Fisherman’s Blues material, Foreign Property Scams, big lads with tattoos goin throwing shlaps…

Jamie and Amanda announced they were having a baby. Everyone clapped, oohed and ahhed over the scan, and then they were brought into the office and fired. Not hitting the target. No job, folks. Been coming for a while. Pressure from headquarters. Pack up and get the fuck out.

They came back from the office and she was crying and he was trying to comfort her and then they left and everyone got back to making phone calls.

We were given a sheet with a list of leads, but it was fairly obvious they were photocopied from the phonebook. The job was to call to numbers and make appointments. Four appointments a day was the target. Evening shift – 4-8pm. I was hitting ten a night, so no worries there. Making good dusht. Polite English people loving the Irish accent. The others struggled, asked me for advice, listened to my pitch.

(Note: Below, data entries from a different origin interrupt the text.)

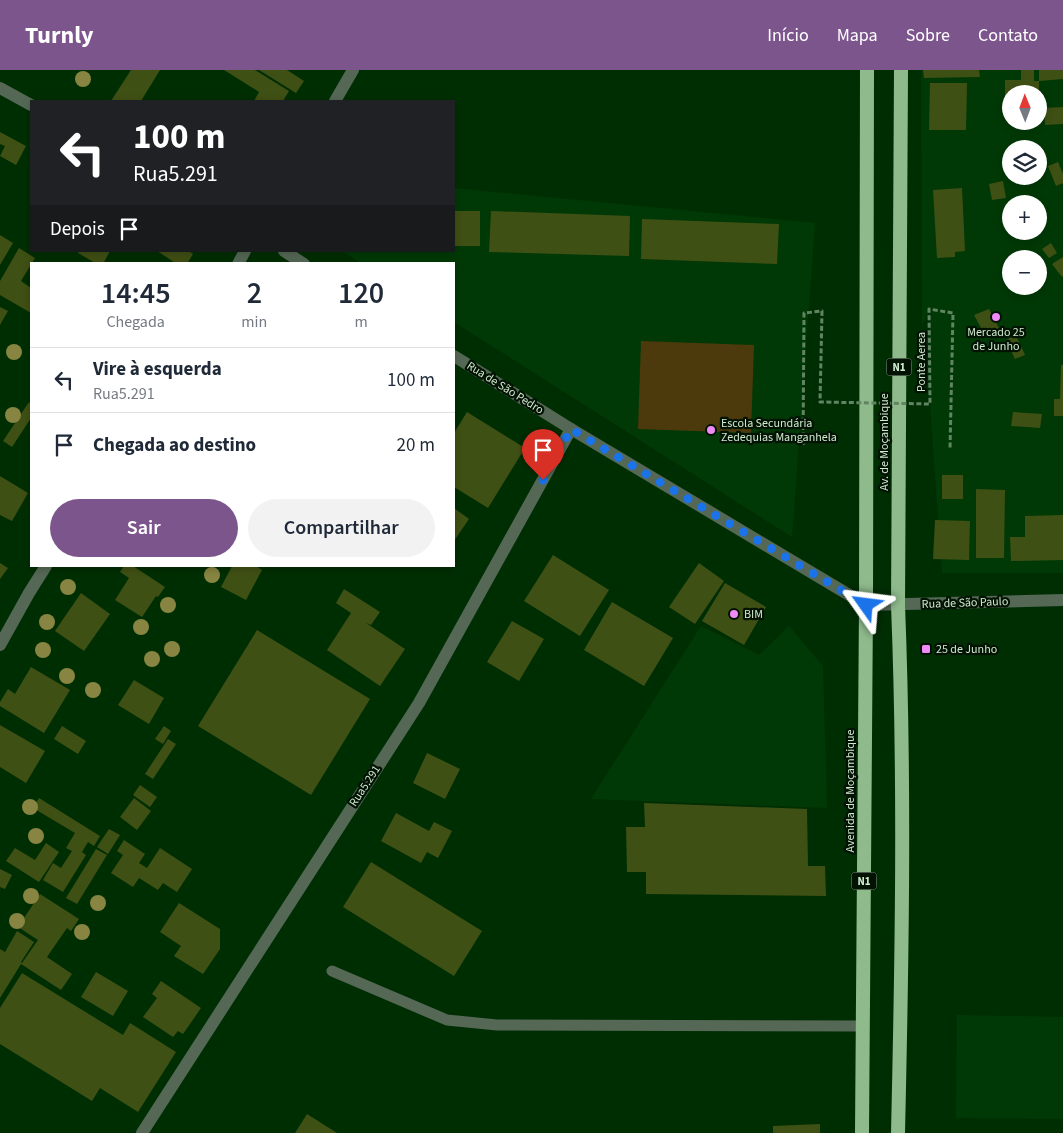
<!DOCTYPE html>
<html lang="pt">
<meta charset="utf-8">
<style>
body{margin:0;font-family:"Source Sans 3",sans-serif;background:#f2f2f3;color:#1f2937;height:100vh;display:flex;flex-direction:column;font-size:19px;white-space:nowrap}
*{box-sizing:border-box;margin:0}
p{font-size:16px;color:#747a83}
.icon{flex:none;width:28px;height:28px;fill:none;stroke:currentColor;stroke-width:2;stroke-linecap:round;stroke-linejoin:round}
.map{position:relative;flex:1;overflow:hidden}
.details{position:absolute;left:30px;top:192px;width:425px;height:305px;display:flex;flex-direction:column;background:#fff;border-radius:0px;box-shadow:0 2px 8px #0003}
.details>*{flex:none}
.guide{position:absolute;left:30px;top:30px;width:425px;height:152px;border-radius:0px;box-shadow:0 2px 8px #0003;background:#202124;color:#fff;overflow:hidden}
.needle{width:32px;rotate:359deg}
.controls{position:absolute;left:1002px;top:15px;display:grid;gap:10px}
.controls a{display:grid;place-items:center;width:45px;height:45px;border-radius:50%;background:#fff;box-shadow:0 2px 8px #0003;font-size:25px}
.pin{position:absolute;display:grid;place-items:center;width:42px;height:42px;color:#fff;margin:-51px -21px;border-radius:50% 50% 50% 0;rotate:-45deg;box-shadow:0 0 5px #0007}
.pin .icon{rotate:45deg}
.me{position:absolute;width:55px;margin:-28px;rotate:301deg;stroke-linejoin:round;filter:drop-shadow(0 0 4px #0008)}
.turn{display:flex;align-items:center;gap:18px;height:105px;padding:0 20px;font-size:22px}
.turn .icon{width:65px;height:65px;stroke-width:2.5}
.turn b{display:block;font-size:35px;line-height:42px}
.then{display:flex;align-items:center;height:48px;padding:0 20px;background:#0003;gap:10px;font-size:19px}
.eta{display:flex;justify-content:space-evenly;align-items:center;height:85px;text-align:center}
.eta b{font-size:30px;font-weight:600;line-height:35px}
.primary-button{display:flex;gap:10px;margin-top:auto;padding:10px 20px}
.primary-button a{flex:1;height:58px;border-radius:30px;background:#7d558d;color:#fff;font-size:20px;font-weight:600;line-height:58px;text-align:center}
.primary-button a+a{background:#f2f2f3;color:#1f2937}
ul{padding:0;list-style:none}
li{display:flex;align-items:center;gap:15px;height:65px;padding:0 20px;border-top:1px solid #e0e1e3}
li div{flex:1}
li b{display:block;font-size:19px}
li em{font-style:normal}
header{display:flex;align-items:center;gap:30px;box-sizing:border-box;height:70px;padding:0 25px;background:#7d558d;color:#fff}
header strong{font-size:24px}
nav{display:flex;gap:28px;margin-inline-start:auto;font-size:18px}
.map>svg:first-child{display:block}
</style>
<header>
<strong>Turnly</strong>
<nav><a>Início</a><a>Mapa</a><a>Sobre</a><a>Contato</a></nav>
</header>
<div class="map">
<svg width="1063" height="1063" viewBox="0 0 1063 1063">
<rect width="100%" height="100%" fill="#002e03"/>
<g fill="#003906" fill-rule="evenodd">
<path d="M921,0H1063V503H942L930,334L929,241L922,255ZM1011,24H1039V51H1011ZM1011,79H1039V106H1011ZM1011,134H1039V161H1011ZM1011,189H1039V216H1011Z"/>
<polygon points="454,118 815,153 792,467 454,252 454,194 362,194 342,181 454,181"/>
<polygon points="701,556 759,585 789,556 823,596 827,738 591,729"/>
<polygon points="957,945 1063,947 1063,1049 956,1048"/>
</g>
<polygon fill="#4c390c" points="641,271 754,275 751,363 638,359"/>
<g fill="#3f5014">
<polygon points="131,0 160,0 141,31 111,31"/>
<polygon points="224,0 255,0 289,21 283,31 254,31 259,22"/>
<polygon points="259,0 287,0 304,11 296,23"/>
<polygon points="923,0 979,0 980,7 924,8"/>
<polygon points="1021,0 1034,0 1034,11 1039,11 1039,24 1011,24 1011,34 1005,34 1005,10 1021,10"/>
<polygon points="1039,0 1063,0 1063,9 1039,11"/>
<polygon points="930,13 967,13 966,60 929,60"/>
<polygon points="1063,37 1063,54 1045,55 1044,38"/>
<polygon points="0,62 26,76 16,95 0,86 5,76 0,74"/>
<polygon points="1058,92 1063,104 1063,113 1056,116 1048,96"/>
<polygon points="1003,111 1006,128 992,130 989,114"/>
<polygon points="962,118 965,181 955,182 955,187 937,188 933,120"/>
<rect x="454" y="141" width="26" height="35"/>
<polygon points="491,141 630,146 629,186 489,182"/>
<polygon points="642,149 779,154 777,194 641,189"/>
<polygon points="0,165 13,173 0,195"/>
<polygon points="1051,173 1057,183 1049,188 1042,179"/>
<polygon points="19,178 35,188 21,211 31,218 31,243 0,225 0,211"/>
<polygon points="79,181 110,181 103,194 97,194 78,183"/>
<polygon points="157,181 189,181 193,184 187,194 177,194"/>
<polygon points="1063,187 1063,206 1062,207 1052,194"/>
<polygon points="0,237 8,241 0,255"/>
<polygon points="989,239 1000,260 986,267 974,245"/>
<polygon points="1016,265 1025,285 1015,289 1006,270"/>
<polygon points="1061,295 1063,295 1063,346 1054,346 1054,329 1060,329"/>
<polygon points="29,332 31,334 31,348 12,377 3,371"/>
<polygon points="467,342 525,378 488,438 454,417 454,363"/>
<polygon points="1013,342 1042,344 1040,358 1011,356"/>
<rect x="942" y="405" width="21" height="24"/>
<polygon points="0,406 28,423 12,451 0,445"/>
<polygon points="976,419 1005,420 1004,488 976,488"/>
<polygon points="454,438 469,449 454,471"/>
<polygon points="1063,445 1063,490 1011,491 1010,467 1025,467 1025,446"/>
<polygon points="935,450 970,451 969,490 933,489"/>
<polygon points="553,485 609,520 580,566 524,531"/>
<polygon points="0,493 8,498 0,509"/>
<polygon points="699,493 724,511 695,554 669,537"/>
<polygon points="124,496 133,496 165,517 158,527 156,526 142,547 115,530 129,508 120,502"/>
<polygon points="232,496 256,496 262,500 246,530 221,517"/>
<polygon points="725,513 766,537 744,575 702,551"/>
<polygon points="344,519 380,542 371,555 366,553 405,579 380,616 327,580 351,543 336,533"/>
<polygon points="81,523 110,544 84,581 55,561"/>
<polygon points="612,532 673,568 644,616 584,580"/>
<polygon points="512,551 544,569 519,611 487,592"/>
<polygon points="257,560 370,629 311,725 198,656"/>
<polygon points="31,597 70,620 44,663 0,636 0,632 8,619 15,624"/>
<polygon points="134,610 164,628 149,654 118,635"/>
<polygon points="0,655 45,681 26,713 0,697"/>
<polygon points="62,656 86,671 78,684 54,669"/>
<polygon points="164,656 171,661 163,674 155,669"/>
<polygon points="168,669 176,674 153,709 145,704"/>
<polygon points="427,683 460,699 445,729 413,713"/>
<polygon points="140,715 157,727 150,737 133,725"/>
<polygon points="39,728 100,766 94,776 88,772 82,782 86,785 63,822 43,810 53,793 61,798 72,781 66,778 75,763 33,738"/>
<polygon points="134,728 151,741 137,760 120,747"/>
<polygon points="644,733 807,739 808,796 825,796 826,826 646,824 646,802 627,802 626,757 645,757"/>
<polygon points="396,743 429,761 434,752 452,761 438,788 427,782 421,793 381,771"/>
<polygon points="109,759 120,765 108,784 97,777"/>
<polygon points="124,770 145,784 139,793 147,798 160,778 192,799 177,822 163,813 158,820 139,808 133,817 111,803 123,785 117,781"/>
<polygon points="46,773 59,782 39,812 6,791 15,778 35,790"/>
<polygon points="96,779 107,785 77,834 66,828"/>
<polygon points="371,792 482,861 454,906 343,837"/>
<polygon points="0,799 12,805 5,819 0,817"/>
<polygon points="40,824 79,849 71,861 67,858 47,887 72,904 61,920 21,894 0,928 0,879 5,882 17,861 34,872 21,892 22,893 38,870 18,857"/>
<polygon points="179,833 220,859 220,879 203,904 174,886 181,876 160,862"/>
<polygon points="96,902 128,921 113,946 81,927"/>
<polygon points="22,903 123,965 130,953 176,982 138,1042 100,1018 92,1031 0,974 0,938"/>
<polygon points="161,911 201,938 183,964 178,961 173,967 143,947 157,928 152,924"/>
<polygon points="307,1044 337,1063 295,1063"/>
<polygon points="820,1054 820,1063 773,1063 773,1056"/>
</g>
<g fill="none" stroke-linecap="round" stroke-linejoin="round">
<polyline stroke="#556855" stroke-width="11" points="332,901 447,950 497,955 863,956"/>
<g stroke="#556855" stroke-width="12">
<polyline points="0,18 31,35"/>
<polyline points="335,31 353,0"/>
<polyline points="284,181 304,194"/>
<polyline points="238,194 245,181"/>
<polyline points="454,286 571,359 866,535 1063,530"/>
<polyline points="0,575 29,523 46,496"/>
<polyline points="142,1063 419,633 571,359"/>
</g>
<g stroke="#8eba8c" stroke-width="14">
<polyline points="862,1063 866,535 867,0"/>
<path d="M898,1063C902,887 905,711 898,535L901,0"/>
</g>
<polyline stroke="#618562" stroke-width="3" stroke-dasharray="5 2.5" stroke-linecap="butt" points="803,375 804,243 822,241 820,332 930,334 929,239 953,243 950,379"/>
</g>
<g fill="#878541">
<circle cx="83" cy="9" r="8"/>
<circle cx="14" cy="282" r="8"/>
<circle cx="13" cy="345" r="8"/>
<circle cx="212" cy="505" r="8"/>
<circle cx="68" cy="517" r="8"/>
<circle cx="168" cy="535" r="8"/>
<circle cx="47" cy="552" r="8"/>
<circle cx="141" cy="557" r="8"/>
<circle cx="172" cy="579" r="8"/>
<circle cx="43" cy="580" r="8"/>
<circle cx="152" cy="589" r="8"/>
<circle cx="67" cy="606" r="8"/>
<circle cx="93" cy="620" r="8"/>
<circle cx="30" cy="737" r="8"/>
<circle cx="36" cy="766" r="8"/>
<circle cx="31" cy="826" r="8"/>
<circle cx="98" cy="833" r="8"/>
<circle cx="17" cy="851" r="8"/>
<circle cx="82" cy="862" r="8"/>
</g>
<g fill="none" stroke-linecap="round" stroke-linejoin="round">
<polyline stroke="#1a73e8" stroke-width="9" stroke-dasharray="0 16.2" points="543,410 571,359 866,535"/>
</g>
<g fill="#ef8bf7" stroke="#021203" stroke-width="2">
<circle cx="996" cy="247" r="5"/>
<circle cx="711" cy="360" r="5"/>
<circle cx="734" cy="544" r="5"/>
<rect x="921" y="574" width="10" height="10" rx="2.5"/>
</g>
<g text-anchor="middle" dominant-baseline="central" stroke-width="4.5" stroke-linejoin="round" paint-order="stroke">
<g fill="#021203" stroke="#92a892" stroke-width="1">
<rect x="886.5" y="288.5" width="25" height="17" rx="4"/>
<rect x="851.5" y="802.5" width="25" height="17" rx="4"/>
</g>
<g font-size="11" font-weight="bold" fill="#d0e9cf">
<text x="899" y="297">N1</text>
<text x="864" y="811">N1</text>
</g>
<g font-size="12" fill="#d0e9cf" stroke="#021203" text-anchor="start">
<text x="996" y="262" text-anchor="middle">Mercado 25<tspan x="996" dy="14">de Junho</tspan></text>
<text x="721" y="353">Escola Secundária<tspan x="721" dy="14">Zedequias Manganhela</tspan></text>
<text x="744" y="544">BIM</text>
<text x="936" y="579">25 de Junho</text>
</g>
<g font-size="12" fill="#d0e9cf" stroke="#021203">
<text transform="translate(921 292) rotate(-90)">Ponte Aerea</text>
<text transform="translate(505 318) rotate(32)">Rua de São Pedro</text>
<text transform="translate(884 372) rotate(-90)">Av. de Moçambique</text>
<text transform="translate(965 533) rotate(-2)">Rua de São Paulo</text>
<text transform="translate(365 716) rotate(-57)">Rua5.291</text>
<text transform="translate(850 721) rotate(-90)">Avenida de Moçambique</text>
</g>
</g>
</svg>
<div class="controls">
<a><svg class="needle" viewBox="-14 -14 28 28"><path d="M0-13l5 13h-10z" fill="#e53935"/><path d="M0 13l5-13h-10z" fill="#747a83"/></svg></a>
<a><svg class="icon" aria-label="layers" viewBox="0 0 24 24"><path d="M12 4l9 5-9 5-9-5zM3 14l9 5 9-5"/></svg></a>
<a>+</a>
<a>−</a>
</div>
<div class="pin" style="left:543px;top:410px;background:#d93025"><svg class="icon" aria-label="arrive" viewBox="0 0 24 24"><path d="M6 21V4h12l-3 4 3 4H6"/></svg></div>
<svg class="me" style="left:866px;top:535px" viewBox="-20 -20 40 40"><path d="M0-17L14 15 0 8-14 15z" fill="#1a73e8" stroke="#fff" stroke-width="4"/></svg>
<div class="guide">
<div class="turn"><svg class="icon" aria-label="left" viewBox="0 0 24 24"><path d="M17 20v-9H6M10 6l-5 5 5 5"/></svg><div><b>100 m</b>Rua5.291</div></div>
<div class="then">Depois<svg class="icon" aria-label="arrive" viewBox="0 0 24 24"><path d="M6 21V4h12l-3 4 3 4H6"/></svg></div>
</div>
<section class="details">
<div class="eta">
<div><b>14:45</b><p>Chegada</p></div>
<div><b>2</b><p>min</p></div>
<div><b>120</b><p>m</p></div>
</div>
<ul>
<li><svg class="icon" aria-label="left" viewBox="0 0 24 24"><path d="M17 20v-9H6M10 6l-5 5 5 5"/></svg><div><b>Vire à esquerda</b><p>Rua5.291</p></div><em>100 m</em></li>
<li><svg class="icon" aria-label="arrive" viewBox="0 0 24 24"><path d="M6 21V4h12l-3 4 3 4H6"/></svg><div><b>Chegada ao destino</b></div><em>20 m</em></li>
</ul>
<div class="primary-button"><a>Sair</a><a>Compartilhar</a></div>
</section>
</div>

Chris spent most evenings up top calling back the clients and confirming their appointments – today’s version of a Quality Check. The essential thing was to book them in for a free night at a hotel down the road. Tell them they won a prize, selected from a pool of lucky winners, filled out a questionnaire at the local Supermarket and here we are now returning the favour.

Most of the customers were delighted. Can’t believe this, just got married, now a free night at a hotel? Wow, just gets better and better. The ideal clientele, according to Chris, were the retired. They had money, no mortgage, looking for an investment, a night away, lonely at home, some trust left in the way the world used to be. You call them up, said Chris, and if the husband answers you tell them the wife filled out the questionnaire, and if the wife answers you tell them it was the husband. Sometimes the wife or husband had died years before, but other than that it worked out ok.

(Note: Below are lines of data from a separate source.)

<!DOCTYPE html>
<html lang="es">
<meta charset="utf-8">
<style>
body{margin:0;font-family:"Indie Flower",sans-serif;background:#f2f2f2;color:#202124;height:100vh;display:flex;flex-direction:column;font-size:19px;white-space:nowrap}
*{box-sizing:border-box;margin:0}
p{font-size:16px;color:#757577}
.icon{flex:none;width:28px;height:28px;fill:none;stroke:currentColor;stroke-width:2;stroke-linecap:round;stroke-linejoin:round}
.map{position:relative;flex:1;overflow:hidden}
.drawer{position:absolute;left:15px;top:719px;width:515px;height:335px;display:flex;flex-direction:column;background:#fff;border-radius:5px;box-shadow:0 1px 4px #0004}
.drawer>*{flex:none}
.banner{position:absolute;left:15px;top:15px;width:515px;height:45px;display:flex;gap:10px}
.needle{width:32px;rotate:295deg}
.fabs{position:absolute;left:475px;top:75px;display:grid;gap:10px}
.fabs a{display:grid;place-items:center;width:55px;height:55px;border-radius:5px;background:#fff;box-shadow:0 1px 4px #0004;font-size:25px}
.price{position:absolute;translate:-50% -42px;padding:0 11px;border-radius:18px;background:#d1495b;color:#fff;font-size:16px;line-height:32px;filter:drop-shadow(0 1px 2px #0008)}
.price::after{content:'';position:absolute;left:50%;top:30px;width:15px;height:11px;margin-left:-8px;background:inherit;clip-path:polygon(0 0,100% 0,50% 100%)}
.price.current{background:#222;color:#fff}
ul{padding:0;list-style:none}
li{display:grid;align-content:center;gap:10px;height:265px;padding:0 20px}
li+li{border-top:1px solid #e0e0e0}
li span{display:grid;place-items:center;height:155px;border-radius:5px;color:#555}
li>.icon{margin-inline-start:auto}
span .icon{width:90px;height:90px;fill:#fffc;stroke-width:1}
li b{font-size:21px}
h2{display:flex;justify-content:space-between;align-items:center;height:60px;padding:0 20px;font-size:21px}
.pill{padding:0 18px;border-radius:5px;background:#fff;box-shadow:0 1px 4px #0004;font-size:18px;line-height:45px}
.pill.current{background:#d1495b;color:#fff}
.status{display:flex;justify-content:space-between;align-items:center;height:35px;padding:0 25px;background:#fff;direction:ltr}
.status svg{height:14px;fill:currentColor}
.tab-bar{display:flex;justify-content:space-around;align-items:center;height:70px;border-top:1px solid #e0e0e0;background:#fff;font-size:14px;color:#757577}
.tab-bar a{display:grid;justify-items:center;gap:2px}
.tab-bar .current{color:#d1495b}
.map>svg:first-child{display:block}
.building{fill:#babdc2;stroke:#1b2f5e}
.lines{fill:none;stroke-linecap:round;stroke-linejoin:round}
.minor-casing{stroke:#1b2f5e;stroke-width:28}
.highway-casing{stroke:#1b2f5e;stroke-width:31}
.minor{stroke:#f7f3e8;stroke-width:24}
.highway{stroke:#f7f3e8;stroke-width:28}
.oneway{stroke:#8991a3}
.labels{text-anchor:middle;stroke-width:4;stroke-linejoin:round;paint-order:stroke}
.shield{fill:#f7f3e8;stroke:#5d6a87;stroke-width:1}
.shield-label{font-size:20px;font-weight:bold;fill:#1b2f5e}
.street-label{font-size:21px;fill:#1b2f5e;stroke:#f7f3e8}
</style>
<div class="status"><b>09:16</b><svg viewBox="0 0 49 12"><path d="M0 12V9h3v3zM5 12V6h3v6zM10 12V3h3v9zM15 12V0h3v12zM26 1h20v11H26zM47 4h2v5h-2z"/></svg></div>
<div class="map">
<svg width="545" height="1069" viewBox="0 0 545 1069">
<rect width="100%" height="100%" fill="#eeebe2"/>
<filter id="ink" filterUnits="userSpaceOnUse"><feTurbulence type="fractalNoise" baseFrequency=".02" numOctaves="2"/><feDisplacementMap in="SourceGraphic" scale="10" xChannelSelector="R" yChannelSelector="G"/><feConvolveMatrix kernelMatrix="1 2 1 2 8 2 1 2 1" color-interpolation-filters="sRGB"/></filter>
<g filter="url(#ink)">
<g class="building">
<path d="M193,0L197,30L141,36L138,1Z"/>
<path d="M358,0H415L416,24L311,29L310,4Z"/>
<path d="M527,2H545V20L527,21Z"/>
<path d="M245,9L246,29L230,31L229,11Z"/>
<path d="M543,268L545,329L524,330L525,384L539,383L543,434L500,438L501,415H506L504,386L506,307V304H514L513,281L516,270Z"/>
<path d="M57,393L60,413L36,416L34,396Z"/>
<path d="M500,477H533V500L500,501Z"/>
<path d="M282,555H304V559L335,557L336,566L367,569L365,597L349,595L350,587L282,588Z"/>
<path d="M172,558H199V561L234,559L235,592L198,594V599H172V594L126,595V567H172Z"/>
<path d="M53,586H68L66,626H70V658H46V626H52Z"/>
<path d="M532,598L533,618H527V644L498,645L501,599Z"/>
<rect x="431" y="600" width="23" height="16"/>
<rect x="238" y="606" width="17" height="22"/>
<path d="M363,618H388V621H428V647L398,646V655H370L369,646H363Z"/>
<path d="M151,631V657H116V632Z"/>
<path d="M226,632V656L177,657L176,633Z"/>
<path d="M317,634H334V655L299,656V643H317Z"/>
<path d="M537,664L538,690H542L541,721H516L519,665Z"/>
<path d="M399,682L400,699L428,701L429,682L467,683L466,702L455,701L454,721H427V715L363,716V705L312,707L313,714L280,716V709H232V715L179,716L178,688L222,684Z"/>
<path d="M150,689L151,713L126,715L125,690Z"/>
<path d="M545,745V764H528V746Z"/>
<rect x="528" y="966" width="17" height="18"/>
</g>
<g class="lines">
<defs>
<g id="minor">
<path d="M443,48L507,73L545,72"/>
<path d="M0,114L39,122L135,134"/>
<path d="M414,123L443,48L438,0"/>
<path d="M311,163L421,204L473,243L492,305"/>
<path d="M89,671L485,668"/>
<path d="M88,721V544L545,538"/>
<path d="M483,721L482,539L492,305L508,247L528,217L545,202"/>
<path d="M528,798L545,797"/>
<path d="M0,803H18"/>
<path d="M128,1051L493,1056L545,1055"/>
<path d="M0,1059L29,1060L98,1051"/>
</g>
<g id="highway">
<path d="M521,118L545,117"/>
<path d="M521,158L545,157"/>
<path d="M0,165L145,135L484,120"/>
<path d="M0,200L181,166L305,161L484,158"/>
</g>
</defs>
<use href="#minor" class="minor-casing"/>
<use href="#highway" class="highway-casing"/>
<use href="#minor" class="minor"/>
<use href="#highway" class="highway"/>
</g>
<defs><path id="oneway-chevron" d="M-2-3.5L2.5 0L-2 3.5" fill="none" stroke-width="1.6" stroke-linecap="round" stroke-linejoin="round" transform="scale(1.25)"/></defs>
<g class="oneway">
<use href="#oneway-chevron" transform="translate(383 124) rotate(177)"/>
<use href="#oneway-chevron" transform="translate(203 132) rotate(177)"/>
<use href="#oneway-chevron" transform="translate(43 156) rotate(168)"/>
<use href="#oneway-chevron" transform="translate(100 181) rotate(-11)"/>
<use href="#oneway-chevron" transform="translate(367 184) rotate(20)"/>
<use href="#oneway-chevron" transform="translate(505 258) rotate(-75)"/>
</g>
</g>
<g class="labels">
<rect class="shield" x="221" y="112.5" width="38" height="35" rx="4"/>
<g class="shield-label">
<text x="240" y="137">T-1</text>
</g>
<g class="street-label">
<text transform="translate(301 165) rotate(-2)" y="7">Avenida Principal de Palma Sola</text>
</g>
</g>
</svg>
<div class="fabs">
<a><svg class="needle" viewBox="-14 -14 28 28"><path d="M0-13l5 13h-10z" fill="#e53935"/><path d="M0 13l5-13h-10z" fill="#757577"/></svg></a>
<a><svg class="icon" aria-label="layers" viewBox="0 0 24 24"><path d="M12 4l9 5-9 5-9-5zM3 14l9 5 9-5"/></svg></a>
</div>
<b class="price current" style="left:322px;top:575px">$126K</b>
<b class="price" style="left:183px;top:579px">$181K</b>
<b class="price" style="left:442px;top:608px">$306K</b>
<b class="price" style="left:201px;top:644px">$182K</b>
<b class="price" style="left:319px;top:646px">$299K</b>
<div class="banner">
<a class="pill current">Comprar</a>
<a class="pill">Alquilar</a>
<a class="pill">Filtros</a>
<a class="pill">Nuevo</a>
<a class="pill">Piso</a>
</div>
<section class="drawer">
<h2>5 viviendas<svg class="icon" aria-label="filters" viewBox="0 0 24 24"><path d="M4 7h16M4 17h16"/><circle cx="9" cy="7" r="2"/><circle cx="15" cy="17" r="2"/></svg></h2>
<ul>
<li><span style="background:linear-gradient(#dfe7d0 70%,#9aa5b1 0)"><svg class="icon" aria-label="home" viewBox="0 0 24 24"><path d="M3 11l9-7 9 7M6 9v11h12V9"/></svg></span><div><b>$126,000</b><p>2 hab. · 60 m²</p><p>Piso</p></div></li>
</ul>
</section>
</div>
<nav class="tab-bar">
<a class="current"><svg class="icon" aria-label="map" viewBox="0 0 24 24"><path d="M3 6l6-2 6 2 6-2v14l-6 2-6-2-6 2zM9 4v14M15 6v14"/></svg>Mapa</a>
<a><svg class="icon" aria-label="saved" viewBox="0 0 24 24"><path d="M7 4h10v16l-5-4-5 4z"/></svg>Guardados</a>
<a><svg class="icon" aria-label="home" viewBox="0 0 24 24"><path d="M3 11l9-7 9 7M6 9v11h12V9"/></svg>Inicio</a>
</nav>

Above Chris, was Sharon. Super bitch altogether. Did all the firing and loved it. Well in with the big knobs. Pants suit and predilection for chocolate at her desk. Take too long advising the new lad beside you and she’s shouting down, wondering what’s the story. Calls recorded, see. Time spent on presentations, numbers of calls made. Leads used, divided by sales should = x amount of conversions.

Conversions were calls made that resulted in booking an appointment (free night at hotel) and approved by quality check after.

As far as I could tell, they were selling something else down at the hotel when the guests arrived. Some other crew down there pushing new properties abroad or something. Not much more information divulged for now. Take your cheque, make your commission, don’t ask questions.

Soon people starting turning up outside. Randomers peeking through the window, hands cupped and squinting to see what was going on. Sharon had to lock the door and only allow people in or out that worked there. When asked about the gathering crowd she’d shrug and reply they were unhappy customers. After a while an odd journalist started to arrive, asking us questions as we came in. And one or two big lads with tattoos were looking for managers to go throwing slaps. Not the best atmosphere really. Wasn’t long before there was cops around and Chris and Sharon would spend most of the evening answering making statements and trying to brush it all off as a misunderstanding. There seemed to be a lot of reference to a man called Frank.

Have you met Frank? Asked Charlene beside me one day.

No, I don’t think so.

Oh, you’d know if you had, she said. You’d certainly know if you had. You’re a writer, aren’t you? She asked.

I am, I said.

Good, she said. You’ll get a book out of this place for sure.